§ **Task prompt**: Your answer must be the lines from the first record through the line that contains "0 #594b63) drop-shadow(-2px", copied exactly and without any pictures.

§ **Saved data entries**:
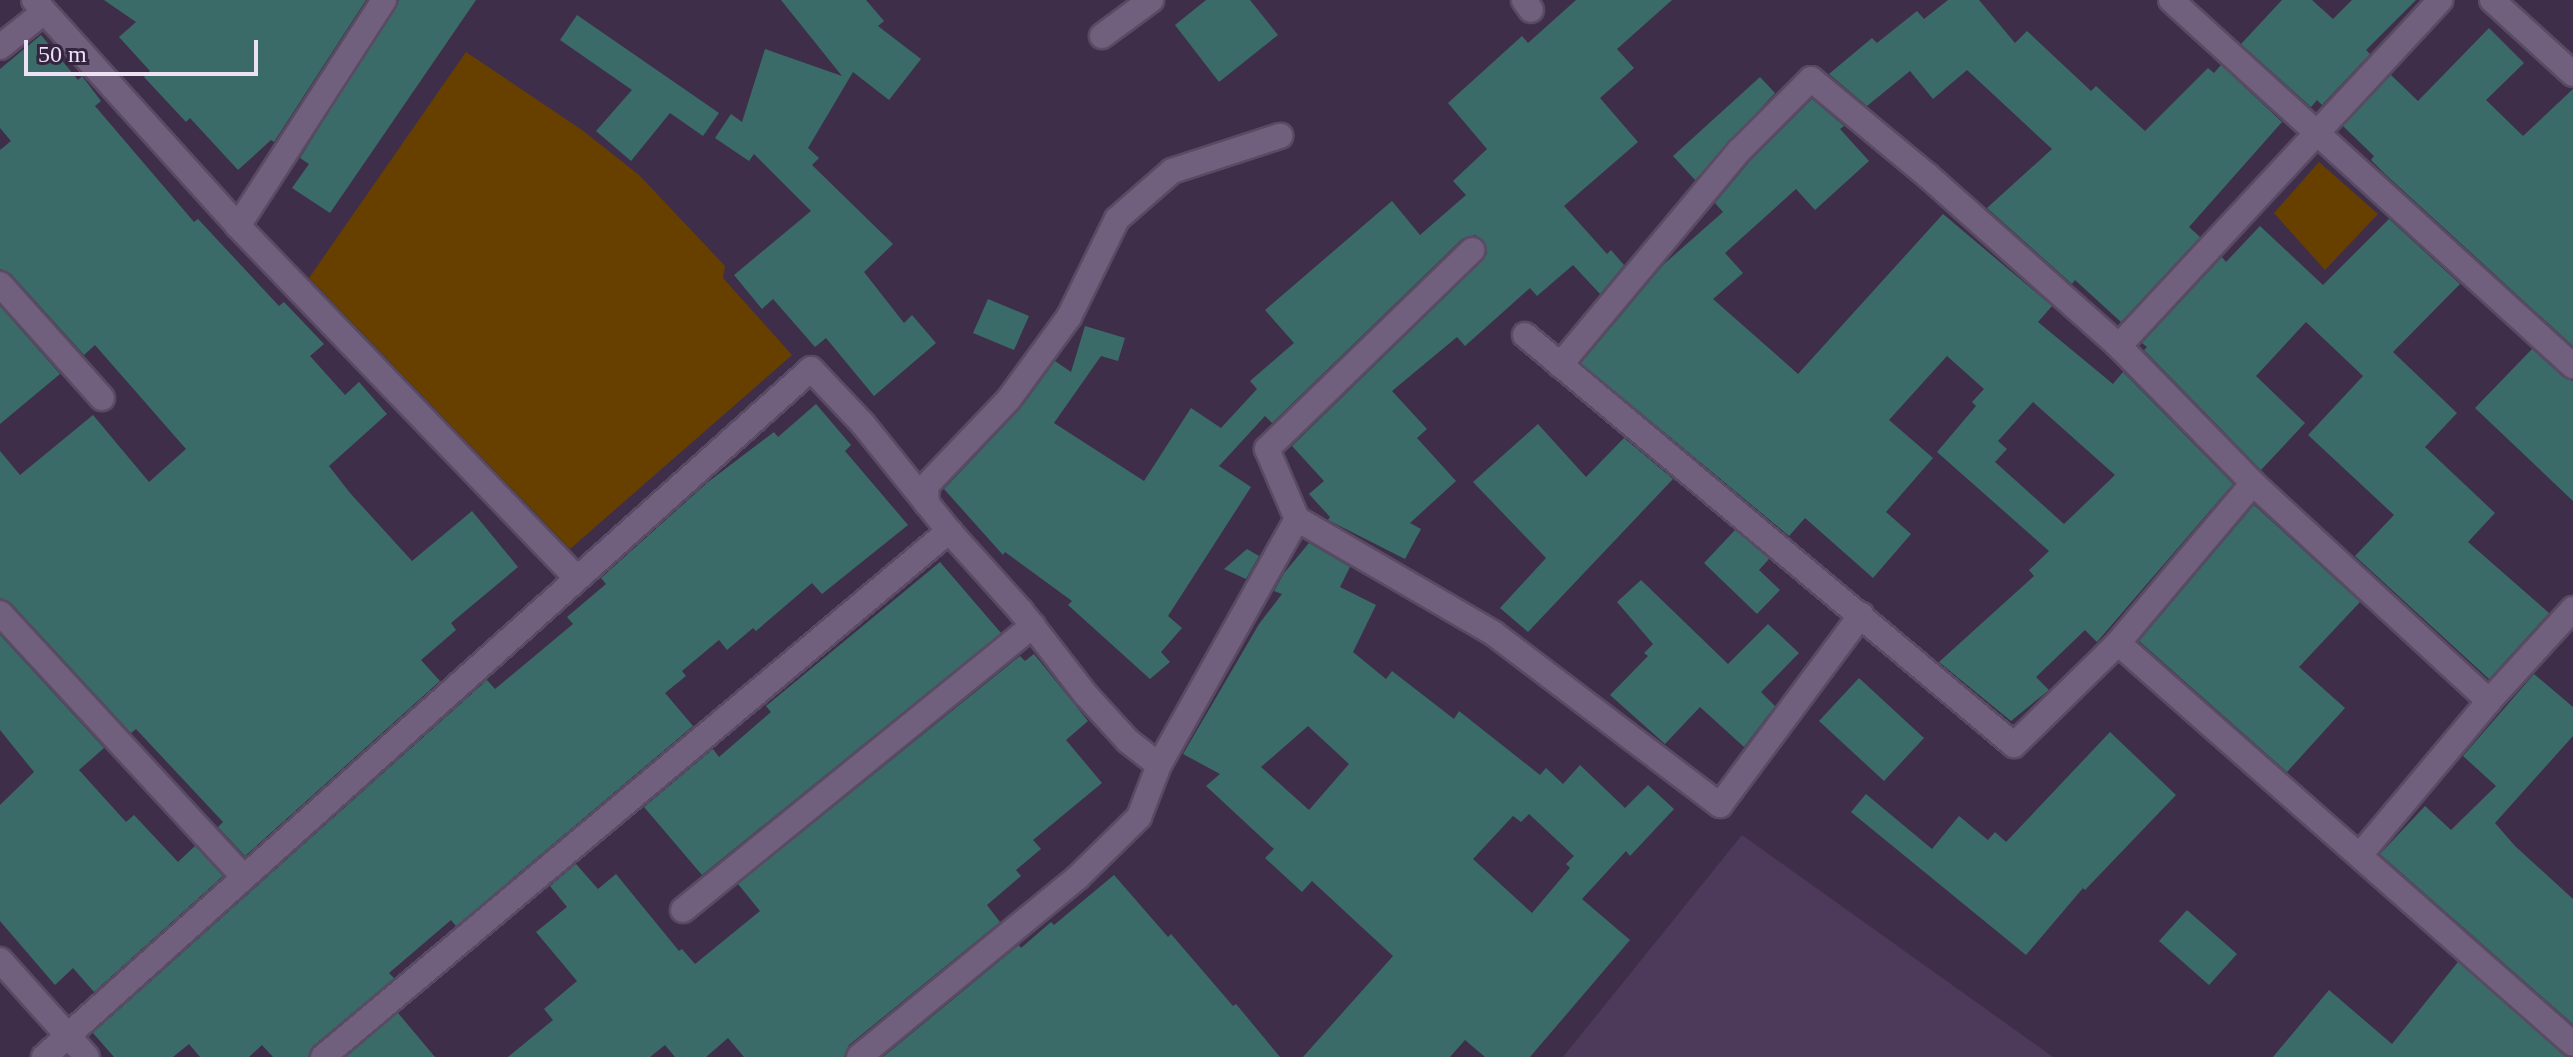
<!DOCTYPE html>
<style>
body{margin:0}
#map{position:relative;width:2573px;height:1057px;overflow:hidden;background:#3f2e4a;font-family:Georgia,serif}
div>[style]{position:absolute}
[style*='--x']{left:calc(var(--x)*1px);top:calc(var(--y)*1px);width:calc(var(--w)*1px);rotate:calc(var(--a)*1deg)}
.built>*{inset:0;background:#4d395a}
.green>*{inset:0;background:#674000}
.building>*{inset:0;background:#3b6b68}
.roads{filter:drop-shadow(2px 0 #594b63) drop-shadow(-2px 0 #594b63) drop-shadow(0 2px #594b63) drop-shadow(0 -2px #594b63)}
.minor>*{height:24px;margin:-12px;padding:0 12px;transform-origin:12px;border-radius:12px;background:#715f7e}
span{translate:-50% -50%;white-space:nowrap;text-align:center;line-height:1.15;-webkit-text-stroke:8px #352440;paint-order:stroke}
.scale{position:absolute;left:24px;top:40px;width:234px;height:36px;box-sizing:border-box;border:4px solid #ece2f4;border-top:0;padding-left:10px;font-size:24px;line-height:28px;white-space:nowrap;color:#ece2f4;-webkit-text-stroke:6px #352440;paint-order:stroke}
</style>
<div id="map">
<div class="built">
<div style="clip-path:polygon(1742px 835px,2053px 1057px,1563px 1057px)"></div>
</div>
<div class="green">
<div style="clip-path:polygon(466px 52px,582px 130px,639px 175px,725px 266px,723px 278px,792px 355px,570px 549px,309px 278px)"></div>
<div style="clip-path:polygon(2319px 162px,2378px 214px,2325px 270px,2274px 213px)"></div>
</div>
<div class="building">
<div style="clip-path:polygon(104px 0,366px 0,274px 142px,271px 140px,238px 170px,190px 118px,186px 122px,144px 77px,150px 71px,119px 37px,136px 22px)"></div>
<div style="clip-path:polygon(399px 0,476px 0,330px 213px,292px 188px,309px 164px,300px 158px)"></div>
<div style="clip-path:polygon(781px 0,866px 0,884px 21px,878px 26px,921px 59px,889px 100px,853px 72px,808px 148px,819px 158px,812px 165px,893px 244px,864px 272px,904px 323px,912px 315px,936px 343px,874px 396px,826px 338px,815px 347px,773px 299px,762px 309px,734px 275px,811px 211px,754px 154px,749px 161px,715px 138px,731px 114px,742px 122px,765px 49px,842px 76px)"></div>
<div style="clip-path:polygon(1206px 0,1250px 0,1278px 35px,1219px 82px,1175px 25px)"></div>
<div style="clip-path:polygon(1576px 0,1672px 0,1617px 49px,1634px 68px,1600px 98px,1638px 142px,1564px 206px,1607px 254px,1611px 250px,1624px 265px,1600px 294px,1573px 265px,1537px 296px,1530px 288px,1465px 346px,1457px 337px,1392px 391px,1427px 429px,1417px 438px,1456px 481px,1410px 523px,1421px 529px,1405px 559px,1328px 520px,1330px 517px,1309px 494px,1324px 481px,1292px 446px,1482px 261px,1487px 253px,1483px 240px,1475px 235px,1462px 239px,1272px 423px,1265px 416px,1219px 466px,1251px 487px,1168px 616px,1182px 628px,1161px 652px,1170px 662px,1150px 679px,1068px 605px,1072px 601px,1005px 552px,1003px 555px,944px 489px,1020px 409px,1055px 361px,1071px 372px,1085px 326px,1125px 338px,1118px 361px,1101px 356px,1054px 423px,1144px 481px,1191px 408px,1221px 428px,1257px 389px,1250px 381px,1294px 343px,1265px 310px,1392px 201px,1420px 235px,1466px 195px,1453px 181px,1487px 149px,1448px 103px,1522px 36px,1528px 43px)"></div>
<div style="clip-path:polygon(1948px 0,1979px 0,2015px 43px,2027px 31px,2091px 91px,2096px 86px,2145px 131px,2208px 68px,2214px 73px,2221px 65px,2282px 122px,2189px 227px,2200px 237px,2121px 322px,2075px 280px,2072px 284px,1987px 208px,2052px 149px,1967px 70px,1933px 99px,1910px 71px,1867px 106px,1829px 74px,1872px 38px,1877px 43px,1917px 11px,1924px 19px)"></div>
<div style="clip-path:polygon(2282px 0,2312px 0,2333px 19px,2352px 0,2416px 0,2366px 50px,2370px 54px,2322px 105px,2317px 100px,2311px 107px,2241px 44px)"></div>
<div style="clip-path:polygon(577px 15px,719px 113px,703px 136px,670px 113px,631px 161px,596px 131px,632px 90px,560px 40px)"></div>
<div style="clip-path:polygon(2489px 28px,2524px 63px,2486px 100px,2523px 136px,2573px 89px,2573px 346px,2385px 174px,2371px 160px,2374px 156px,2343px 126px,2391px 75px,2418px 101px)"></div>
<div style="clip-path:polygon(41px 35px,78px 80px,82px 76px,101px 101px,95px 106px,194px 222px,198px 219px,279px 306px,284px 302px,324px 344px,310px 356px,345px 395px,359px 382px,387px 414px,329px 466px,350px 493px,412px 561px,472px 511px,518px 567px,451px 623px,456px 630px,421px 660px,440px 681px,245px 856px,218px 827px,223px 822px,136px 729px,131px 733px,11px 603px,0 598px,0 451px,20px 475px,93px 415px,149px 482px,186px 449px,95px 345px,84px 355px,11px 274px,0 269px,0 150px,11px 141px,0 128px,0 69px)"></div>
<div style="clip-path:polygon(1760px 77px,1775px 93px,1695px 180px,1673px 156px)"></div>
<div style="clip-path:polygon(evenodd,1812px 99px,1844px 126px,1840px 129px,1869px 161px,1815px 210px,1796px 189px,1725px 253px,1743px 273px,1713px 299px,1798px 374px,1943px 214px,2052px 306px,2038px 322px,2113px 384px,2123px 372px,2233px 484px,2097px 642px,2085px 630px,2036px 677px,2049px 690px,2011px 721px,1939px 662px,2034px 576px,2029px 570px,2049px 551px,1937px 452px,1976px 406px,1972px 402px,1984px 389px,1947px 356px,1889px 420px,1933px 458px,1886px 512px,1911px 534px,1873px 578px,1805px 518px,1789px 536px,1581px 363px,1664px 264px,1723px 212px,1715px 203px,1750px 161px,1812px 99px,2033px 402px,2115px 475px,2064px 524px,1995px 462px,2007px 449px,1998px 441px,2033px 402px)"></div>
<div style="clip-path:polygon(2389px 219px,2460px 284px,2393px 352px,2457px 413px,2425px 447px,2495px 513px,2468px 542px,2549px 613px,2489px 679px,2355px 556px,2394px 515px,2308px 435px,2363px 376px,2306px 322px,2256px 376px,2305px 423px,2261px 470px,2144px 350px,2147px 347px,2142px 343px,2222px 257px,2226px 262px,2260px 226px,2323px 285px)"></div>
<div style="clip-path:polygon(988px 299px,1029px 316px,1014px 350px,973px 333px)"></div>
<div style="clip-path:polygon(0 306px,60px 374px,0 424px)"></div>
<div style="clip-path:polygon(2532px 349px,2563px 377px,2573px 381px,2573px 501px,2475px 408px)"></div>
<div style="clip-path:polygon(816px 404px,851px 445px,845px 451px,908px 525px,822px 594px,812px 583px,756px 631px,753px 628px,727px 650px,719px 640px,682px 671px,686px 676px,665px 693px,693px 726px,456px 926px,451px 920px,389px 973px,394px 978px,313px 1046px,308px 1057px,273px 1057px,262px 1045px,249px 1057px,200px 1057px,189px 1044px,173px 1057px,114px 1057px,93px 1033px,487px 680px,495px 689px,573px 624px,567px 617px,606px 584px,601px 578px,708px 482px,774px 432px,778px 437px)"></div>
<div style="clip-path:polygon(1538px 424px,1586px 477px,1624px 438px,1673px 479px,1528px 632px,1500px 608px,1546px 558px,1473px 482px)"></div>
<div style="clip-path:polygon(2254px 505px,2360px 602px,2299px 667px,2345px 708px,2287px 772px,2139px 641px)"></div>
<div style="clip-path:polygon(1735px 530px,1769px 559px,1759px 570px,1780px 590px,1757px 614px,1704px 563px)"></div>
<div style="clip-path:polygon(evenodd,1309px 543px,1350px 567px,1340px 587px,1376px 605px,1353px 652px,1386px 679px,1392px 671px,1454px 719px,1459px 711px,1540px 775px,1546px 768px,1563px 784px,1580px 765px,1625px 808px,1648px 785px,1674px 809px,1630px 856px,1626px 851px,1582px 899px,1630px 940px,1530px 1057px,1485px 1057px,1465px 1040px,1450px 1057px,1303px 1057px,1393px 956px,1312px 881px,1302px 892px,1265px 858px,1274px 849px,1206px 786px,1220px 774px,1183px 754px,1259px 624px,1282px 594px,1274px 591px,1284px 573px,1309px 543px,1308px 726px,1349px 764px,1309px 810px,1261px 767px,1308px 726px,1309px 543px,1529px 814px,1574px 856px,1566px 864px,1570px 868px,1532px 913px,1473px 859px,1513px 816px,1521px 822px,1529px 814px)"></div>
<div style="clip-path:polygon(1247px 549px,1259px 556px,1246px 579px,1224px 569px)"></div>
<div style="clip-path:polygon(940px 562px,1001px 633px,702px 875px,644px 807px,713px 749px,719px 757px,771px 712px,766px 706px)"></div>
<div style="clip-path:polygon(1641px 580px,1728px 664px,1768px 624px,1799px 653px,1761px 692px,1775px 706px,1744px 747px,1700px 707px,1665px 744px,1610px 695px,1648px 656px,1644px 653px,1653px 644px,1617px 602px)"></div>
<div style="clip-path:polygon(0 635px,104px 748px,79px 770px,126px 822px,134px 815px,178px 862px,195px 846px,223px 876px,94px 992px,73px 968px,55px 985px,0 921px,0 805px,34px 772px,0 730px)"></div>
<div style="clip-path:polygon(1034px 654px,1088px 721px,1066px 740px,1102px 783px,1033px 840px,1041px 849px,1016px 870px,1021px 876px,987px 905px,1000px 922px,849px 1045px,844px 1057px,744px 1057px,728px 1038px,706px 1057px,675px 1057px,665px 1045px,650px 1057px,508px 1057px,553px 1020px,544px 1009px,577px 981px,536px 932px,567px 907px,550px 886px,576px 864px,598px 889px,616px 874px,679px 951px,682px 949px,695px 964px,760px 911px,738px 884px,1020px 656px,1025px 661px)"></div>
<div style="clip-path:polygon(2534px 674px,2573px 707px,2573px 736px,2495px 823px,2515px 846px,2573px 899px,2573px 1024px,2380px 854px,2425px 806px,2451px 830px,2496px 786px,2463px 756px)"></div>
<div style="clip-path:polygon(1859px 678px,1924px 738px,1884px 781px,1819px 721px)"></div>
<div style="clip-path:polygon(2110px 732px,2176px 795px,2085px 890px,2083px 888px,2026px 955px,1851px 812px,1866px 794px,1932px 849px,1959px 816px,1988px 840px,1995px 832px,2006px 842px)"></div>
<div style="clip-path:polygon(1114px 875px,1168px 937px,1171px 934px,1233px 1006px,1236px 1004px,1280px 1057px,883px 1057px,1019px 945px,1021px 948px,1051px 922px,1054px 925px)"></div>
<div style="clip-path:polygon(2187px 910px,2237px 954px,2209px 985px,2159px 941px)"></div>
<div style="clip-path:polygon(2458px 962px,2566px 1057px,2273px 1057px,2329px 990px,2392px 1044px)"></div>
<div style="clip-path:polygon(398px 1013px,435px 1057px,346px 1057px)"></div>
</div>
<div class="roads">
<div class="minor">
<div style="--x:34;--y:0;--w:304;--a:47.9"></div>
<div style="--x:238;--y:226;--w:487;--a:46.1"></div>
<div style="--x:1524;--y:0;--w:12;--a:55"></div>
<div style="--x:2171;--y:0;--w:544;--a:42.32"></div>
<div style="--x:2492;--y:0;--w:110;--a:42.4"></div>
<div style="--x:1102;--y:36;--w:61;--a:-36.3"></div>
<div style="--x:0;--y:47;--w:56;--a:-38.5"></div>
<div style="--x:238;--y:226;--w:269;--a:-57.1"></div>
<div style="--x:0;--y:284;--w:153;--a:48.2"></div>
<div style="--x:1525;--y:335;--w:638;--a:39.98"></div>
<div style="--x:2014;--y:745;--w:146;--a:-44.4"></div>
<div style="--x:2118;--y:643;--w:606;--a:41.39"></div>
<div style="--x:1560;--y:365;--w:279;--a:-50.1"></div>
<div style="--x:1739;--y:151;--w:102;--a:-45"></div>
<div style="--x:1811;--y:79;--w:152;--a:39.7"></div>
<div style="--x:1928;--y:176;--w:256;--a:41.7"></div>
<div style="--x:927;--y:504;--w:18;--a:-93"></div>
<div style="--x:926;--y:486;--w:120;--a:-46.3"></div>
<div style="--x:1009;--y:399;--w:102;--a:-53.8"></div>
<div style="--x:1069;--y:317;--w:109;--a:-63.9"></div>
<div style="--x:1117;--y:219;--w:73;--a:-41.1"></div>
<div style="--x:1172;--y:171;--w:114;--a:-18"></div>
<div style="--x:1297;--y:519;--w:227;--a:30.2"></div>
<div style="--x:1493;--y:633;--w:285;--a:37.2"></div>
<div style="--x:1720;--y:805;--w:237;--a:-53.4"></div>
<div style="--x:0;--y:613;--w:359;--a:47.3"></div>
<div style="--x:2118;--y:643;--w:209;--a:-49.8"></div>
<div style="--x:2489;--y:701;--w:125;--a:-47.6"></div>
<div style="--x:2360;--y:855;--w:201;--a:-50"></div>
<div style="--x:2489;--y:701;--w:321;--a:-137.3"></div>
<div style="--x:2253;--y:483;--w:192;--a:-134.4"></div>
<div style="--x:2119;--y:346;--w:472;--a:-47.1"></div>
<div style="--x:683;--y:910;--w:451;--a:-39.1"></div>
<div style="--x:0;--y:960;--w:130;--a:48.1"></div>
<div style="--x:44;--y:1057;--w:1030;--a:-41.89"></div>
<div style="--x:811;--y:369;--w:76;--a:46.6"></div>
<div style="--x:863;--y:424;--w:137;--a:51.2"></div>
<div style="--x:949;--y:531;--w:108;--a:48"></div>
<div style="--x:1021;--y:611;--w:106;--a:52.3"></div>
<div style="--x:1086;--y:695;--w:62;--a:47.6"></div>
<div style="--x:1128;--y:741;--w:39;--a:38"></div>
<div style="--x:1159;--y:765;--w:282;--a:-60.7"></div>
<div style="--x:1297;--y:519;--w:76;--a:-113.2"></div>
<div style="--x:1267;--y:449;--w:286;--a:-44.1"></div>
<div style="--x:323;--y:1057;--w:818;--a:-40.04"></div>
<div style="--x:859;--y:1057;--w:283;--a:-39.4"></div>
<div style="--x:1078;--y:877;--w:86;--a:-44.5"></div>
<div style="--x:1139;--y:817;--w:56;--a:-69"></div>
</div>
</div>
<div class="scale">50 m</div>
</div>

§ **Result**:
<!DOCTYPE html>
<style>
body{margin:0}
#map{position:relative;width:2573px;height:1057px;overflow:hidden;background:#3f2e4a;font-family:Georgia,serif}
div>[style]{position:absolute}
[style*='--x']{left:calc(var(--x)*1px);top:calc(var(--y)*1px);width:calc(var(--w)*1px);rotate:calc(var(--a)*1deg)}
.built>*{inset:0;background:#4d395a}
.green>*{inset:0;background:#674000}
.building>*{inset:0;background:#3b6b68}
.roads{filter:drop-shadow(2px 0 #594b63) drop-shadow(-2px 0 #594b63) drop-shadow(0 2px #594b63) drop-shadow(0 -2px #594b63)}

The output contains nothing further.